The estimated accruals for these liabilities could be affected if future occurrences and claims differ from these
assumptions. As of January 29, 2005, and January 31, 2004, these reserves were $367,000 and
$400,000, respectively, and were included in accrued expenses in the consolidated balance sheets.
Sales Returns, net
Net sales returns were $10.5 million for fiscal 2005, $8.5 million for fiscal 2004 and $7.4 million for
fiscal 2003. The effect of the reserve for estimated returns on pre-tax income at January 29, 2005 was
$83,000 and was zero at January 31, 2004.
Stock-Based Compensation
The Company discloses stock-based compensation information in accordance with the Financial Accounting
Statement Board’s (“FASB”) issued Statement of Financial Accounting Standard (“SFAS”) No. 148,
“Accounting for Stock-Based Compensation – Transition and Disclosure – an Amendment of FASB Statement
No. 123” and FASB issued SFAS No. 123, “Accounting for Stock-Based Compensation.” SFAS No. 148
provides additional transition guidance for companies that elect to voluntarily adopt the provisions of SFAS
No. 123. SFAS No. 148 does not change the provisions of SFAS No. 123 that permit entities to continue to
apply the intrinsic value method of Accounting Principles Board (“APB”) No. 25, “Accounting for Stock Issued
to Employees.” Hibbett has elected to continue to account for its stock-based plans under APB No. 25, as well
as to provide disclosure of stock-based compensation as outlined in SFAS No. 123, as amended by SFAS
No. 148. No compensation expense has been recognized related to its stock-based plans. SFAS No. 123
requires disclosure of pro forma net income, earnings per share (“EPS”) and other information as if the fair
value method of accounting for stock options and other equity instruments described in SFAS No. 123 had
been adopted. All pro forma disclosures include the effects of all options granted by the Company.
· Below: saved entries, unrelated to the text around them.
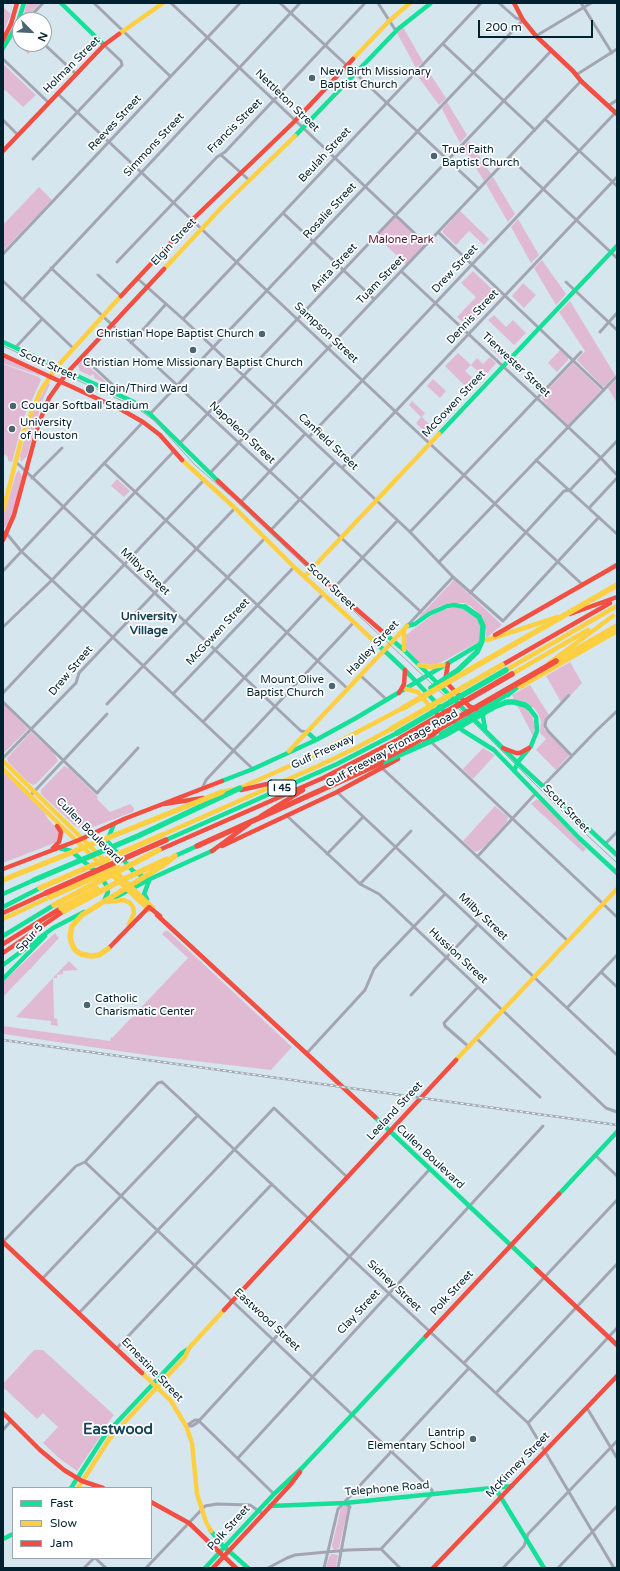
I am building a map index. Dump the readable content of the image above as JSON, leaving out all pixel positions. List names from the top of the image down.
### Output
{
  "streets": {
    "main road": [
      "Holman Street",
      "Elgin Street",
      "Scott Street",
      "McGowen Street",
      "Hadley Street",
      "Gulf Freeway Frontage Road",
      "Gulf Freeway",
      "I 45",
      "Cullen Boulevard",
      "Spur 5",
      "Leeland Street",
      "Polk Street",
      "Ernestine Street",
      "McKinney Street",
      "Telephone Road"
    ],
    "street": [
      "Nettleton Street",
      "Reeves Street",
      "Francis Street",
      "Simmons Street",
      "Beulah Street",
      "Rosalie Street",
      "Anita Street",
      "Drew Street",
      "Tuam Street",
      "Dennis Street",
      "Sampson Street",
      "Tierwester Street",
      "Napoleon Street",
      "Canfield Street",
      "Milby Street",
      "Hussion Street",
      "Sidney Street",
      "Clay Street",
      "Eastwood Street"
    ]
  },
  "crossings": [
    ["Holman Street", "Sampson Street"],
    ["Nettleton Street", "Reeves Street"],
    ["Nettleton Street", "Francis Street"],
    ["Nettleton Street", "Simmons Street"],
    ["Nettleton Street", "Beulah Street"],
    ["Nettleton Street", "Rosalie Street"],
    ["Nettleton Street", "Elgin Street"],
    ["Nettleton Street", "Anita Street"],
    ["Nettleton Street", "Tuam Street"],
    ["Reeves Street", "Sampson Street"],
    ["Francis Street", "Sampson Street"],
    ["Simmons Street", "Sampson Street"],
    ["Simmons Street", "Napoleon Street"],
    ["Beulah Street", "Sampson Street"],
    ["Beulah Street", "Canfield Street"],
    ["Rosalie Street", "Sampson Street"],
    ["Rosalie Street", "Scott Street"],
    ["Rosalie Street", "Napoleon Street"],
    ["Rosalie Street", "Canfield Street"],
    ["Elgin Street", "Sampson Street"],
    ["Elgin Street", "Scott Street"],
    ["Elgin Street", "Napoleon Street"],
    ["Elgin Street", "Canfield Street"],
    ["Elgin Street", "Milby Street"],
    ["Anita Street", "Sampson Street"],
    ["Anita Street", "Scott Street"],
    ["Anita Street", "Napoleon Street"],
    ["Anita Street", "Canfield Street"],
    ["Drew Street", "Sampson Street"],
    ["Drew Street", "Scott Street"],
    ["Drew Street", "Tierwester Street"],
    ["Drew Street", "Canfield Street"],
    ["Drew Street", "Milby Street"],
    ["Drew Street", "Cullen Boulevard"],
    ["Tuam Street", "Sampson Street"],
    ["Tuam Street", "Scott Street"],
    ["Tuam Street", "Tierwester Street"],
    ["Tuam Street", "Napoleon Street"],
    ["Tuam Street", "Canfield Street"],
    ["Dennis Street", "Sampson Street"],
    ["Dennis Street", "Tierwester Street"],
    ["Dennis Street", "Canfield Street"],
    ["Sampson Street", "McGowen Street"],
    ["Sampson Street", "Canfield Street"],
    ["Scott Street", "McGowen Street"],
    ["Scott Street", "Hadley Street"],
    ["Scott Street", "Gulf Freeway Frontage Road"],
    ["Tierwester Street", "McGowen Street"],
    ["McGowen Street", "Napoleon Street"],
    ["McGowen Street", "Canfield Street"],
    ["McGowen Street", "Milby Street"],
    ["Napoleon Street", "Hadley Street"],
    ["Canfield Street", "Hadley Street"],
    ["Milby Street", "Hadley Street"],
    ["Milby Street", "Gulf Freeway Frontage Road"],
    ["Milby Street", "Leeland Street"],
    ["Gulf Freeway Frontage Road", "Cullen Boulevard"],
    ["Gulf Freeway Frontage Road", "Spur 5"],
    ["Gulf Freeway Frontage Road", "Hussion Street"],
    ["Cullen Boulevard", "Leeland Street"],
    ["Cullen Boulevard", "Polk Street"],
    ["Cullen Boulevard", "Clay Street"],
    ["Hussion Street", "Leeland Street"],
    ["Leeland Street", "Sidney Street"],
    ["Leeland Street", "Eastwood Street"],
    ["Leeland Street", "Ernestine Street"],
    ["Sidney Street", "Polk Street"],
    ["Sidney Street", "Clay Street"],
    ["Sidney Street", "Eastwood Street"],
    ["Sidney Street", "McKinney Street"],
    ["Polk Street", "Eastwood Street"],
    ["Polk Street", "Ernestine Street"],
    ["Polk Street", "Telephone Road"],
    ["Clay Street", "Eastwood Street"],
    ["Eastwood Street", "Telephone Road"],
    ["McKinney Street", "Telephone Road"]
  ],
  "districts": ["University Village", "Eastwood"],
  "parks": ["Malone Park"],
  "places": [
    "New Birth Missionary Baptist Church",
    "True Faith Baptist Church",
    "Christian Hope Baptist Church",
    "Christian Home Missionary Baptist Church",
    "Elgin/Third Ward",
    "Cougar Softball Stadium",
    "University of Houston",
    "Mount Olive Baptist Church",
    "Catholic Charismatic Center",
    "Lantrip Elementary School"
  ],
  "legend": ["Fast", "Slow", "Jam"],
  "scale_bar": "200 m",
  "north": "bottom right"
}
In December 2004, the FASB issued SFAS No. 123R, “Share-Based Payment,” a revision of SFAS No.
123. As a result, the pro forma disclosures previously permitted under SFAS No. 123 will no longer be
an alternative to financial statement recognition. The Company is required to adopt SFAS No. 123R in
the third quarter of fiscal 2006. See “Recent Accounting Standards.”
At January 29, 2005, the Company had three active stock-based plans: the Amended and Restated
1996 Stock Option Plan, the Employee Stock Purchase Plan and the Stock Plan for Outside Directors.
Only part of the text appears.